• _The task_
An exact copy of all the data, minus the images, is required.

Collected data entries
---------------

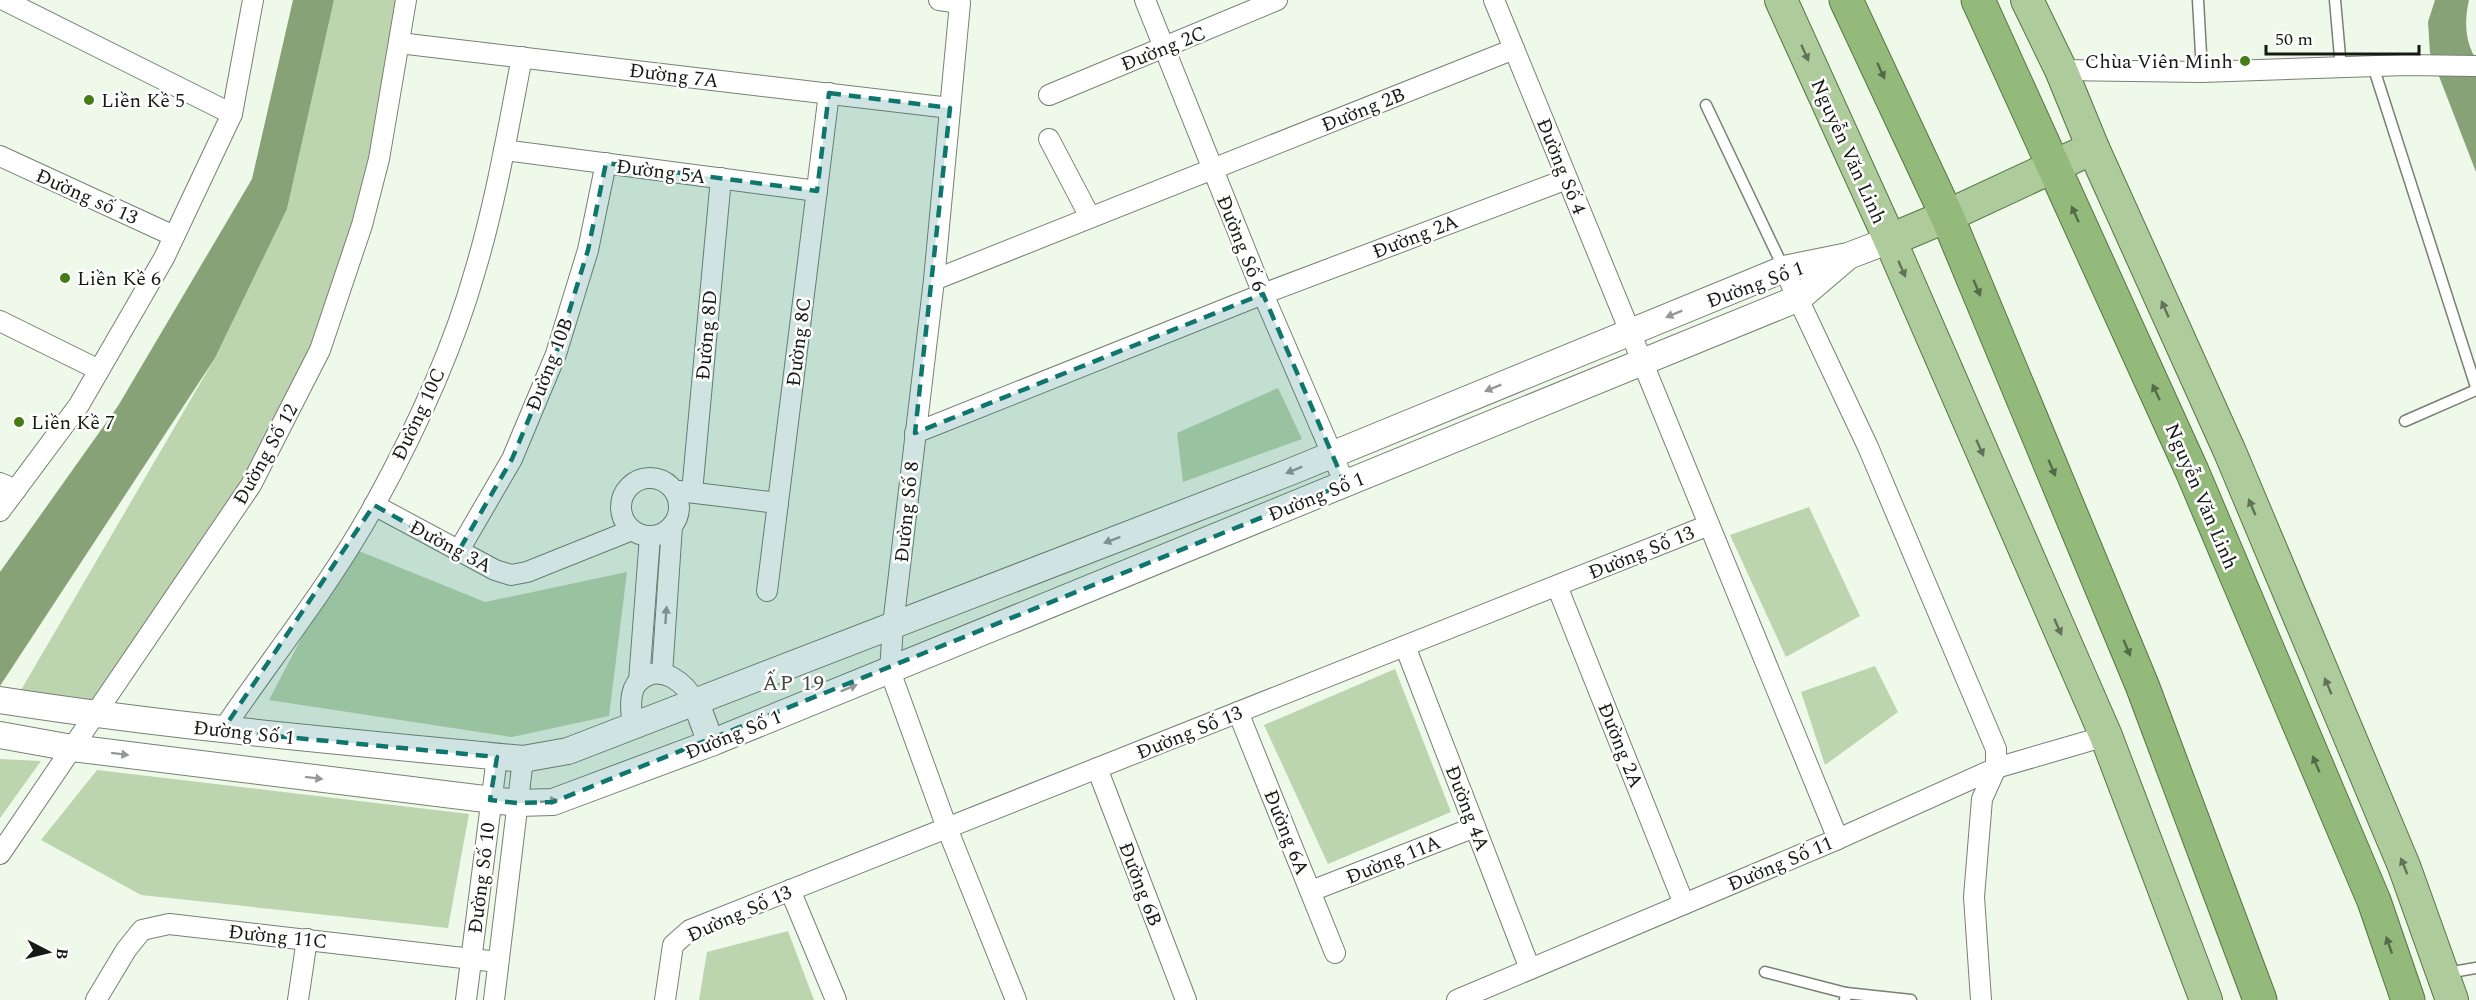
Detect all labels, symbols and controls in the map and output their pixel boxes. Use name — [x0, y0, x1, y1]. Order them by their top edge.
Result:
street label: Đường 2C — [1116, 18, 1210, 80]
scale bar — [2266, 18, 2419, 56]
text: 50 m — [2275, 26, 2313, 53]
one-way arrow — [1800, 45, 1810, 63]
place label: Chùa Viên Minh — [2085, 47, 2233, 77]
marker: Chùa Viên Minh — [2238, 54, 2252, 68]
street label: Đường 7A — [627, 56, 720, 96]
one-way arrow — [1876, 63, 1885, 80]
street label: Nguyễn Văn Linh — [1803, 74, 1894, 229]
street label: Đường 2B — [1317, 80, 1410, 140]
place label: Liền Kề 5 — [101, 86, 185, 116]
marker: Liền Kề 5 — [82, 93, 96, 107]
street label: Đường Số 4 — [1528, 114, 1594, 219]
street label: Đường 5A — [614, 152, 707, 192]
street label: Đường số 13 — [31, 161, 143, 233]
street label: Đường Số 6 — [1208, 191, 1274, 296]
one-way arrow — [2070, 206, 2079, 223]
street label: Đường 2A — [1368, 207, 1463, 267]
street label: Đường Số 1 — [1702, 253, 1808, 316]
one-way arrow — [1898, 261, 1907, 278]
place label: Liền Kề 6 — [77, 264, 161, 294]
marker: Liền Kề 6 — [58, 271, 72, 285]
one-way arrow — [1973, 279, 1982, 297]
street label: Đường 8D — [688, 289, 726, 381]
street label: Đường 8C — [779, 296, 819, 388]
one-way arrow — [2160, 300, 2170, 318]
one-way arrow — [1665, 310, 1683, 319]
street label: Đường 10B — [518, 313, 582, 416]
street label: Đường 10C — [384, 363, 454, 466]
one-way arrow — [1484, 383, 1502, 393]
one-way arrow — [2151, 383, 2160, 400]
street label: Đường Số 12 — [226, 398, 306, 511]
place label: Liền Kề 7 — [31, 408, 115, 438]
marker: Liền Kề 7 — [12, 415, 26, 429]
street label: Nguyễn Văn Linh — [2157, 419, 2245, 574]
one-way arrow — [1976, 439, 1986, 457]
one-way arrow — [2048, 459, 2057, 477]
street label: Đường Số 8 — [887, 460, 927, 564]
street label: Đường Số 1 — [1264, 464, 1369, 530]
one-way arrow — [1284, 465, 1302, 475]
one-way arrow — [2248, 498, 2257, 515]
street label: Đường 3A — [404, 513, 497, 581]
street label: Đường Số 13 — [1584, 518, 1699, 588]
one-way arrow — [1103, 536, 1121, 546]
one-way arrow — [661, 606, 671, 625]
one-way arrow — [2054, 618, 2063, 635]
one-way arrow — [2122, 640, 2132, 658]
district label: ẤP 19 — [763, 668, 825, 700]
one-way arrow — [2323, 677, 2333, 695]
one-way arrow — [840, 682, 858, 692]
street label: Đường Số 13 — [1132, 698, 1247, 768]
street label: Đường 2A — [1589, 698, 1651, 793]
street label: Đường Số 1 — [681, 702, 786, 768]
street label: Đường Số 1 — [192, 713, 296, 753]
one-way arrow — [111, 749, 130, 759]
one-way arrow — [2311, 755, 2320, 773]
street label: Đường 4A — [1437, 761, 1497, 856]
one-way arrow — [304, 773, 323, 783]
street label: Đường 6A — [1255, 785, 1317, 880]
one-way arrow — [540, 796, 559, 806]
street label: Đường Số 10 — [460, 821, 504, 935]
street label: Đường 11A — [1341, 827, 1445, 893]
street label: Đường Số 11 — [1723, 828, 1838, 900]
street label: Đường 6B — [1110, 838, 1170, 931]
one-way arrow — [2399, 857, 2408, 875]
street label: Đường Số 13 — [682, 877, 797, 950]
street label: Đường 11C — [227, 917, 329, 957]
north arrow — [18, 922, 78, 982]
one-way arrow — [2383, 936, 2393, 954]
text: B — [49, 947, 74, 961]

---------------

• _Solution to this problem_
Detect all labels, symbols and controls in the map and output their pixel boxes. Use name — [x0, y0, x1, y1]. Order them by their top edge.
Result:
street label: Đường 2C — [1116, 18, 1210, 80]
scale bar — [2266, 18, 2419, 56]
text: 50 m — [2275, 26, 2313, 53]
one-way arrow — [1800, 45, 1810, 63]
place label: Chùa Viên Minh — [2085, 47, 2233, 77]
marker: Chùa Viên Minh — [2238, 54, 2252, 68]
street label: Đường 7A — [627, 56, 720, 96]
one-way arrow — [1876, 63, 1885, 80]
street label: Nguyễn Văn Linh — [1803, 74, 1894, 229]
street label: Đường 2B — [1317, 80, 1410, 140]
place label: Liền Kề 5 — [101, 86, 185, 116]
marker: Liền Kề 5 — [82, 93, 96, 107]
street label: Đường Số 4 — [1528, 114, 1594, 219]
street label: Đường 5A — [614, 152, 707, 192]
street label: Đường số 13 — [31, 161, 143, 233]
street label: Đường Số 6 — [1208, 191, 1274, 296]
one-way arrow — [2070, 206, 2079, 223]
street label: Đường 2A — [1368, 207, 1463, 267]
street label: Đường Số 1 — [1702, 253, 1808, 316]
one-way arrow — [1898, 261, 1907, 278]
place label: Liền Kề 6 — [77, 264, 161, 294]
marker: Liền Kề 6 — [58, 271, 72, 285]
one-way arrow — [1973, 279, 1982, 297]
street label: Đường 8D — [688, 289, 726, 381]
street label: Đường 8C — [779, 296, 819, 388]
one-way arrow — [2160, 300, 2170, 318]
one-way arrow — [1665, 310, 1683, 319]
street label: Đường 10B — [518, 313, 582, 416]
street label: Đường 10C — [384, 363, 454, 466]
one-way arrow — [1484, 383, 1502, 393]
one-way arrow — [2151, 383, 2160, 400]
street label: Đường Số 12 — [226, 398, 306, 511]
place label: Liền Kề 7 — [31, 408, 115, 438]
marker: Liền Kề 7 — [12, 415, 26, 429]
street label: Nguyễn Văn Linh — [2157, 419, 2245, 574]
one-way arrow — [1976, 439, 1986, 457]
one-way arrow — [2048, 459, 2057, 477]
street label: Đường Số 8 — [887, 460, 927, 564]
street label: Đường Số 1 — [1264, 464, 1369, 530]
one-way arrow — [1284, 465, 1302, 475]
one-way arrow — [2248, 498, 2257, 515]
street label: Đường 3A — [404, 513, 497, 581]
street label: Đường Số 13 — [1584, 518, 1699, 588]
one-way arrow — [1103, 536, 1121, 546]
one-way arrow — [661, 606, 671, 625]
one-way arrow — [2054, 618, 2063, 635]
one-way arrow — [2122, 640, 2132, 658]
district label: ẤP 19 — [763, 668, 825, 700]
one-way arrow — [2323, 677, 2333, 695]
one-way arrow — [840, 682, 858, 692]
street label: Đường Số 13 — [1132, 698, 1247, 768]
street label: Đường 2A — [1589, 698, 1651, 793]
street label: Đường Số 1 — [681, 702, 786, 768]
street label: Đường Số 1 — [192, 713, 296, 753]
one-way arrow — [111, 749, 130, 759]
one-way arrow — [2311, 755, 2320, 773]
street label: Đường 4A — [1437, 761, 1497, 856]
one-way arrow — [304, 773, 323, 783]
street label: Đường 6A — [1255, 785, 1317, 880]
one-way arrow — [540, 796, 559, 806]
street label: Đường Số 10 — [460, 821, 504, 935]
street label: Đường 11A — [1341, 827, 1445, 893]
street label: Đường Số 11 — [1723, 828, 1838, 900]
street label: Đường 6B — [1110, 838, 1170, 931]
one-way arrow — [2399, 857, 2408, 875]
street label: Đường Số 13 — [682, 877, 797, 950]
street label: Đường 11C — [227, 917, 329, 957]
north arrow — [18, 922, 78, 982]
one-way arrow — [2383, 936, 2393, 954]
text: B — [49, 947, 74, 961]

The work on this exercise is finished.